Erase una cabra, que se
hizo una casita en el bosque y allí parió a sus cabritos. La cabra se marchaba
a menudo a buscar comida. En cuanto ella salía, los cabritos cerraban la puerta
y ellos no iban a ninguna parte. Al volver, la cabra llamaba a la puerta y
cantaba:
-Hijitos míos, cabritos.
Abrid la puerta, quitad el cerrojo. Soy yo, la cabra, que estuvo en el bosque.

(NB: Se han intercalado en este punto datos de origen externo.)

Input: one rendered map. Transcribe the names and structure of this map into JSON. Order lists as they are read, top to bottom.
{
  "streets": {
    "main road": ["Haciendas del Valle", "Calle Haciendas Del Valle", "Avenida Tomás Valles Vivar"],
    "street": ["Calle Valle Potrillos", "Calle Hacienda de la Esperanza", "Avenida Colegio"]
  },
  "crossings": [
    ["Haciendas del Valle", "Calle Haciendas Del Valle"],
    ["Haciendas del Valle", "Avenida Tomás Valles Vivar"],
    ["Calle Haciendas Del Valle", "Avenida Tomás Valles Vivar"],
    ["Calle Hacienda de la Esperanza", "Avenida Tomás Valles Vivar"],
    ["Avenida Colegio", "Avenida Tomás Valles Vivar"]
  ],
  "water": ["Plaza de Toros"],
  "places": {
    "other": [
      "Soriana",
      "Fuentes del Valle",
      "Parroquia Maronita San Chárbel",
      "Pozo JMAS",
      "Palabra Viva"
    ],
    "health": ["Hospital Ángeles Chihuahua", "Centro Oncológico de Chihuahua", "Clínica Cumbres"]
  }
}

He comido hierba suave, he bebido agua helada. Traigo la ubre llena de leche,
que rezuma hasta la pezuña y luego a la tierra húmeda...
Los cabritos abrían en
seguida para que entrara la madre. Ella les daba de mamar y, cuando se marchaba
otra vez al bosque, los cabritos cerraban todo muy bien.
El lobo, que lo había oído
todo, aprovechó un momento en que acababa de marcharse la cabra al bosque para
acercarse a la casita y gritar con su vozarrón:
-Hola, hijitos; hola,
queridos. Abrid la puerta, quitad el cerrojo. Ha venido vuestra madre, que os
trae leche y las pezuñas llenas de agua...
Pero los cabritos
contestaron:
-Ya oímos que no es la voz
de nuestra madre. Nuestra madre canta con voz muy suave y dice otras palabras.
El lobo se marchó y se
escondió. Al poco rato volvió la cabra y llamó a la puerta diciendo:
-Hijitos míos, cabritos.
Abrid la puerta, quitad el cerrojo. Soy yo, la cabra, que estuvo en el bosque.
He comido hierba suave, he bebido agua helada. Traigo la ubre llena de leche,
que rezuma hasta la pezuña y luego a la tierra húmeda...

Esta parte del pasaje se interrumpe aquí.